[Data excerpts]
________________________________________

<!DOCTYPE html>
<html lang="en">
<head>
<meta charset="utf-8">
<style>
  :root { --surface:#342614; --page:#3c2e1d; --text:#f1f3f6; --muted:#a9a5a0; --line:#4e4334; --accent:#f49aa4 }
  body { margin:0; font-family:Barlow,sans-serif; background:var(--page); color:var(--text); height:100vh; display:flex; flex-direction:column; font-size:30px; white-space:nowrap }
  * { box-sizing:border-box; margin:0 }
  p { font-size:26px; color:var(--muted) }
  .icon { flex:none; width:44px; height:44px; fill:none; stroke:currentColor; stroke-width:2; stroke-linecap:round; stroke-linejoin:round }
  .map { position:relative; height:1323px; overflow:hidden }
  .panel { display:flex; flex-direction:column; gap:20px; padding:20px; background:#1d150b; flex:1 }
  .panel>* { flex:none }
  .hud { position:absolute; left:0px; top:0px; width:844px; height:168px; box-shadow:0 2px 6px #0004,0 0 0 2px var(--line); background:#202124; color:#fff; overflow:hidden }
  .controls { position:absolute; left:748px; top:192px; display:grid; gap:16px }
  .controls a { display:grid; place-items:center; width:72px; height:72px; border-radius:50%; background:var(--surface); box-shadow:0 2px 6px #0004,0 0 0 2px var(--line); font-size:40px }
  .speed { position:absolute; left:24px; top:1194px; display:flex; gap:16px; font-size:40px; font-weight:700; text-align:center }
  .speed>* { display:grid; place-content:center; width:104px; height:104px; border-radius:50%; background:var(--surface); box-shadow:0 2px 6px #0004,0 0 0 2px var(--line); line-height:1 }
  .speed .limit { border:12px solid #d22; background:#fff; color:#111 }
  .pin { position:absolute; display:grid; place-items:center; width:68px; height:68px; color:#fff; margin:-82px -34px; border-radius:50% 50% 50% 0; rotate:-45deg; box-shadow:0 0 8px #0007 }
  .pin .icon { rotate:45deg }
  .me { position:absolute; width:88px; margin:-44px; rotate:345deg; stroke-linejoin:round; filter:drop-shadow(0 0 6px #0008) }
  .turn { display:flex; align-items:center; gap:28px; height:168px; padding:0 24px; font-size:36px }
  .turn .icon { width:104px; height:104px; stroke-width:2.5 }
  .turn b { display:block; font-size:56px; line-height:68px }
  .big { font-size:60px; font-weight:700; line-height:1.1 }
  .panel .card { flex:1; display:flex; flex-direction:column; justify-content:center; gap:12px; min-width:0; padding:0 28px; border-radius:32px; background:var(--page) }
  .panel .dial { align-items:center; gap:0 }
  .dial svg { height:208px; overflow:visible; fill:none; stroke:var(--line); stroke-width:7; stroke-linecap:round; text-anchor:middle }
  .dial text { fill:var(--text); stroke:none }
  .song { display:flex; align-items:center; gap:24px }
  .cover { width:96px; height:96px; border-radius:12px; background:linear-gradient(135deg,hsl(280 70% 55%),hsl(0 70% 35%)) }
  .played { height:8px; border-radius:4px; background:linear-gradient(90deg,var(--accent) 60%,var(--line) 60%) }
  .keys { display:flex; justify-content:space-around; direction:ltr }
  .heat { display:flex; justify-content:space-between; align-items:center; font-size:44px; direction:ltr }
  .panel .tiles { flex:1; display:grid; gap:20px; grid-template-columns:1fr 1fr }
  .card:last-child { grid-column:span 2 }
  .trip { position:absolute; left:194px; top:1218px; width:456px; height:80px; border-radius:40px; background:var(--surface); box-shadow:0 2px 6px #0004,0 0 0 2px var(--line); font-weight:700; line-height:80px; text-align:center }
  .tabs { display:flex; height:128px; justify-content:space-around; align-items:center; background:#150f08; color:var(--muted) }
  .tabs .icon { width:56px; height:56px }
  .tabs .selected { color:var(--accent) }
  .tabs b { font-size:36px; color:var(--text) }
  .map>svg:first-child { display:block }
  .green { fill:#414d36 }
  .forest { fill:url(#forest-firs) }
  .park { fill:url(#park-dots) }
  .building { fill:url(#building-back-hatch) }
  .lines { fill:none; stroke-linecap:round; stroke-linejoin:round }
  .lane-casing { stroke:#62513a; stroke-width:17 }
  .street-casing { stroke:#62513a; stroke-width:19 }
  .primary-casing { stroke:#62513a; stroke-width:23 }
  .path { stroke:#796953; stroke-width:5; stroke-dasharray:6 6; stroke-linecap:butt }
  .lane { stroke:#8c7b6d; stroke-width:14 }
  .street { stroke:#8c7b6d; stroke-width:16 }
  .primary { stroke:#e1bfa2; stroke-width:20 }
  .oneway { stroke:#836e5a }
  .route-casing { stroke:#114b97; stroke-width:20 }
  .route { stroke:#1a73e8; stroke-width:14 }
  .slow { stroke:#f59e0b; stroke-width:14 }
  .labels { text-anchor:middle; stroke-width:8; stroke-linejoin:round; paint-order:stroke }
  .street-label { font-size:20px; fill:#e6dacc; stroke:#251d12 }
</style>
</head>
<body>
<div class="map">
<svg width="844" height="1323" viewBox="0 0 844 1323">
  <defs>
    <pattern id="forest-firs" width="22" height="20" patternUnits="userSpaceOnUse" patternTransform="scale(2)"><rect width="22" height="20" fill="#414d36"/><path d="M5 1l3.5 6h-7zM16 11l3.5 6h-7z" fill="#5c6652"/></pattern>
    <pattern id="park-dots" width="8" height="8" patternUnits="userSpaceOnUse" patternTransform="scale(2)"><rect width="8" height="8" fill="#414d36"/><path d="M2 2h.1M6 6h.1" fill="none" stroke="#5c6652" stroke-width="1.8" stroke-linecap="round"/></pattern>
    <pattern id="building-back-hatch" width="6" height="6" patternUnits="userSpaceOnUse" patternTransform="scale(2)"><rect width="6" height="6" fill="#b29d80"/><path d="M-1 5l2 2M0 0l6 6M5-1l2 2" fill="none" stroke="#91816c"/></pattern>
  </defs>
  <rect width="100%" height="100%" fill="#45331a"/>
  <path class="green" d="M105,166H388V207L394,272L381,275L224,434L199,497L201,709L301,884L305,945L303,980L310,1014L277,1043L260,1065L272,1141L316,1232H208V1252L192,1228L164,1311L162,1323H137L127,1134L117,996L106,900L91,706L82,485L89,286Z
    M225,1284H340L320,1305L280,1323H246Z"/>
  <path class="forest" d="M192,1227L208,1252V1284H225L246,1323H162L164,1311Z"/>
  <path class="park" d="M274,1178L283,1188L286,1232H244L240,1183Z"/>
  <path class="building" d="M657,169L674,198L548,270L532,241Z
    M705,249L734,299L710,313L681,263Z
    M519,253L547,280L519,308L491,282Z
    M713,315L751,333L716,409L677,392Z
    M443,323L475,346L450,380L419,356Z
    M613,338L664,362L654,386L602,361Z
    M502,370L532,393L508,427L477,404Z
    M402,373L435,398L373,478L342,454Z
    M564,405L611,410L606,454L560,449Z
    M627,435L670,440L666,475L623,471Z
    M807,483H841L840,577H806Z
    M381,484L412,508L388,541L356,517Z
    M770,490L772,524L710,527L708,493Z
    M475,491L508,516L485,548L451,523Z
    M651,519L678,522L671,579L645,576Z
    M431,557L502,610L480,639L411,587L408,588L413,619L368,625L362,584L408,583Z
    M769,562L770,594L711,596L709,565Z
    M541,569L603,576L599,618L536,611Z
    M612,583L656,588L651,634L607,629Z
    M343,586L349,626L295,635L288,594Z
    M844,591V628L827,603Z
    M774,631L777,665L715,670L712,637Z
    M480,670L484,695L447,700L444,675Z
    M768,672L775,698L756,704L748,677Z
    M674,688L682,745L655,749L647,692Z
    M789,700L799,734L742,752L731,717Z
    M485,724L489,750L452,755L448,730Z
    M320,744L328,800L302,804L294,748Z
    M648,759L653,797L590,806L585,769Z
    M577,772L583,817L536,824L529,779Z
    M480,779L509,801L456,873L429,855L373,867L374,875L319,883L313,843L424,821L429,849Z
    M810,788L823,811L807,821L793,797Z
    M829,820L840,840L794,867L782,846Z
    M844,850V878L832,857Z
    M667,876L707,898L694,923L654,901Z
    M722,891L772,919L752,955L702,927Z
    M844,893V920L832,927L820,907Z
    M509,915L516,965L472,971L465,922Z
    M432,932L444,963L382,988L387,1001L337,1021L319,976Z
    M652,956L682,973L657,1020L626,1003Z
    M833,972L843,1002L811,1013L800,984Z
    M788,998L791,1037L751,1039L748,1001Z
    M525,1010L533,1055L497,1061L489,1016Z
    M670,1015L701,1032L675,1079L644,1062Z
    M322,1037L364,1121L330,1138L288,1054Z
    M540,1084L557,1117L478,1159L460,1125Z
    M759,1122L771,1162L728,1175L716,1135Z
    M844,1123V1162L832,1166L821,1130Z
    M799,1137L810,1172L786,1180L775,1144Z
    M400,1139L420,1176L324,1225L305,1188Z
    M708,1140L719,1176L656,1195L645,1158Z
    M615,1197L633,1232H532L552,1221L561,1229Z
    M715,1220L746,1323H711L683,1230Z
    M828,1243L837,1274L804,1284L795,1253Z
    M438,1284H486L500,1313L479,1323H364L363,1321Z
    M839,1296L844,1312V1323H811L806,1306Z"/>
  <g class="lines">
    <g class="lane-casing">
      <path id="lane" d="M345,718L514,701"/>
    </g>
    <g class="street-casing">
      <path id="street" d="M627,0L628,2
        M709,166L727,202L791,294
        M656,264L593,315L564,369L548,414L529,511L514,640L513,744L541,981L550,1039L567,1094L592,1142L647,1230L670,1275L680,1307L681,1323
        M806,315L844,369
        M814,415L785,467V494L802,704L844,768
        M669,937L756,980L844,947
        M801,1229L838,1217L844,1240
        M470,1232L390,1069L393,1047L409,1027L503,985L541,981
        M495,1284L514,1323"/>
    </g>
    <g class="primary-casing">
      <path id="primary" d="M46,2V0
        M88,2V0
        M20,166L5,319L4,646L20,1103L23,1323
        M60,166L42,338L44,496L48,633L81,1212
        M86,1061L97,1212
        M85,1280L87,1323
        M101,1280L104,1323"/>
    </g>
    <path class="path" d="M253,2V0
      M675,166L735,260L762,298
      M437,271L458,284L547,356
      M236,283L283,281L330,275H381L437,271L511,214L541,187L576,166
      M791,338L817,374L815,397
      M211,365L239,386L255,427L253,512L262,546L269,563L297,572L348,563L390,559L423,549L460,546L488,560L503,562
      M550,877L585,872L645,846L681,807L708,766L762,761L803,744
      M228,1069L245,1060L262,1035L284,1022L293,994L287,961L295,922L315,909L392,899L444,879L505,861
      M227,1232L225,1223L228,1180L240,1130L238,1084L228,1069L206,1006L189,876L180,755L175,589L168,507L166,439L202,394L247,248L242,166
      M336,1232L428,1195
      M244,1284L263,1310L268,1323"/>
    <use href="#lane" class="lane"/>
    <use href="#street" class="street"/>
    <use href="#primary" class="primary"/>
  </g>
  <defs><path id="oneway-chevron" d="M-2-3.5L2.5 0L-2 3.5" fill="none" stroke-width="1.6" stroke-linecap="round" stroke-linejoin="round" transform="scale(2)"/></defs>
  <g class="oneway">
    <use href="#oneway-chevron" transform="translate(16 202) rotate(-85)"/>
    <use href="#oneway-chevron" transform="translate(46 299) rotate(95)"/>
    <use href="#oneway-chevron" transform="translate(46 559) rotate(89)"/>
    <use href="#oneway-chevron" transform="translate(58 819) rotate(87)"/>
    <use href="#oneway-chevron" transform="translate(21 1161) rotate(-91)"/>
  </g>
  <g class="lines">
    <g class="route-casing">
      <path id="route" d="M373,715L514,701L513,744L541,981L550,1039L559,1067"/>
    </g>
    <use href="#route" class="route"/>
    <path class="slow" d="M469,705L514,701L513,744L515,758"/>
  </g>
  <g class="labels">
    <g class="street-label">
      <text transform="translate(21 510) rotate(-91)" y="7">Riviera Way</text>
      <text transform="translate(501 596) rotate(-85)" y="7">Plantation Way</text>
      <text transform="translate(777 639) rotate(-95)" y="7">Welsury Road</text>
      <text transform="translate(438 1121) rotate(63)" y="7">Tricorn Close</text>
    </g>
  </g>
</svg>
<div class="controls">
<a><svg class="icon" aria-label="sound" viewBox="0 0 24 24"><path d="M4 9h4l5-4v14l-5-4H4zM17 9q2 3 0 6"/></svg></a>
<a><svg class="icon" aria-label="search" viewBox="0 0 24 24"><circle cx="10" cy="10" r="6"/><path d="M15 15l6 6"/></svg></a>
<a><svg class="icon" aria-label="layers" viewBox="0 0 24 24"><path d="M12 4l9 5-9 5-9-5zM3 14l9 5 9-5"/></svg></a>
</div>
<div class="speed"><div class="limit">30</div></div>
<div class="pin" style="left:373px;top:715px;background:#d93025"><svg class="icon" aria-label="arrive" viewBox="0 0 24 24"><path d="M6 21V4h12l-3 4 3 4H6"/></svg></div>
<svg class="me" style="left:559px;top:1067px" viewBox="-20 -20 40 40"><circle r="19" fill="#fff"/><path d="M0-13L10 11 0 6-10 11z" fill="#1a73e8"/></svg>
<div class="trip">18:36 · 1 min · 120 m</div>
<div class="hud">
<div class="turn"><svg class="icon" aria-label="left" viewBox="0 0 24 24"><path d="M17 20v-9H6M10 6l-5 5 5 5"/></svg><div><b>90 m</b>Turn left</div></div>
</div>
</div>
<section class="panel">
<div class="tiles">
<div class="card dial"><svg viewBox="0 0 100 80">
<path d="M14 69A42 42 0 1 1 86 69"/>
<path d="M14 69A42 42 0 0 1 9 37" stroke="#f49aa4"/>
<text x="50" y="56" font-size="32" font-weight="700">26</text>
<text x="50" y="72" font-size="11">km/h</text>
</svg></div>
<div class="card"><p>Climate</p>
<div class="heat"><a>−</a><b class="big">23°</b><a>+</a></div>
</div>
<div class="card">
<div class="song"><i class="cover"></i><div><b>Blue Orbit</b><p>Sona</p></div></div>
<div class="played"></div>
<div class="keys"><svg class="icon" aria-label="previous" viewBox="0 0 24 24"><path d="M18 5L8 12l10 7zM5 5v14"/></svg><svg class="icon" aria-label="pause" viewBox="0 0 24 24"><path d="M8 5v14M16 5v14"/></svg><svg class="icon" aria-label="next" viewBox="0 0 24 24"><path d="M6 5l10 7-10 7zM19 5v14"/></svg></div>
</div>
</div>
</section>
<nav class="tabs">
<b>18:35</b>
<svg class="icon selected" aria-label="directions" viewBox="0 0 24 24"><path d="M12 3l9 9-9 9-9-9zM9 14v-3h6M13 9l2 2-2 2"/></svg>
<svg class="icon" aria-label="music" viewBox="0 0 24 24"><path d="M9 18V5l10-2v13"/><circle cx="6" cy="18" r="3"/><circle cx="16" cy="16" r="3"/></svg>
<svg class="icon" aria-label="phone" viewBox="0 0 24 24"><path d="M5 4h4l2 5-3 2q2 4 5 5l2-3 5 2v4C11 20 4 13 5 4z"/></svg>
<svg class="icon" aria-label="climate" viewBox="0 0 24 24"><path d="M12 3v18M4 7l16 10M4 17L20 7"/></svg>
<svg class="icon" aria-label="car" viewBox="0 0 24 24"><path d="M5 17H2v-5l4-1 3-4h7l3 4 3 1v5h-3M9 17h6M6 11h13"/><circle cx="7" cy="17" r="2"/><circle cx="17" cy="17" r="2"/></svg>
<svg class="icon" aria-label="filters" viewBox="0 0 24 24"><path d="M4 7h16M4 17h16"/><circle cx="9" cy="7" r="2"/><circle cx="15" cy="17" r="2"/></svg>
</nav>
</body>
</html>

________________________________________

# Work required
The "3v18M4 7l16 10M4" line through the last line above: set these down exactly and add nothing else.

# Result of this task
<svg class="icon" aria-label="climate" viewBox="0 0 24 24"><path d="M12 3v18M4 7l16 10M4 17L20 7"/></svg>
<svg class="icon" aria-label="car" viewBox="0 0 24 24"><path d="M5 17H2v-5l4-1 3-4h7l3 4 3 1v5h-3M9 17h6M6 11h13"/><circle cx="7" cy="17" r="2"/><circle cx="17" cy="17" r="2"/></svg>
<svg class="icon" aria-label="filters" viewBox="0 0 24 24"><path d="M4 7h16M4 17h16"/><circle cx="9" cy="7" r="2"/><circle cx="15" cy="17" r="2"/></svg>
</nav>
</body>
</html>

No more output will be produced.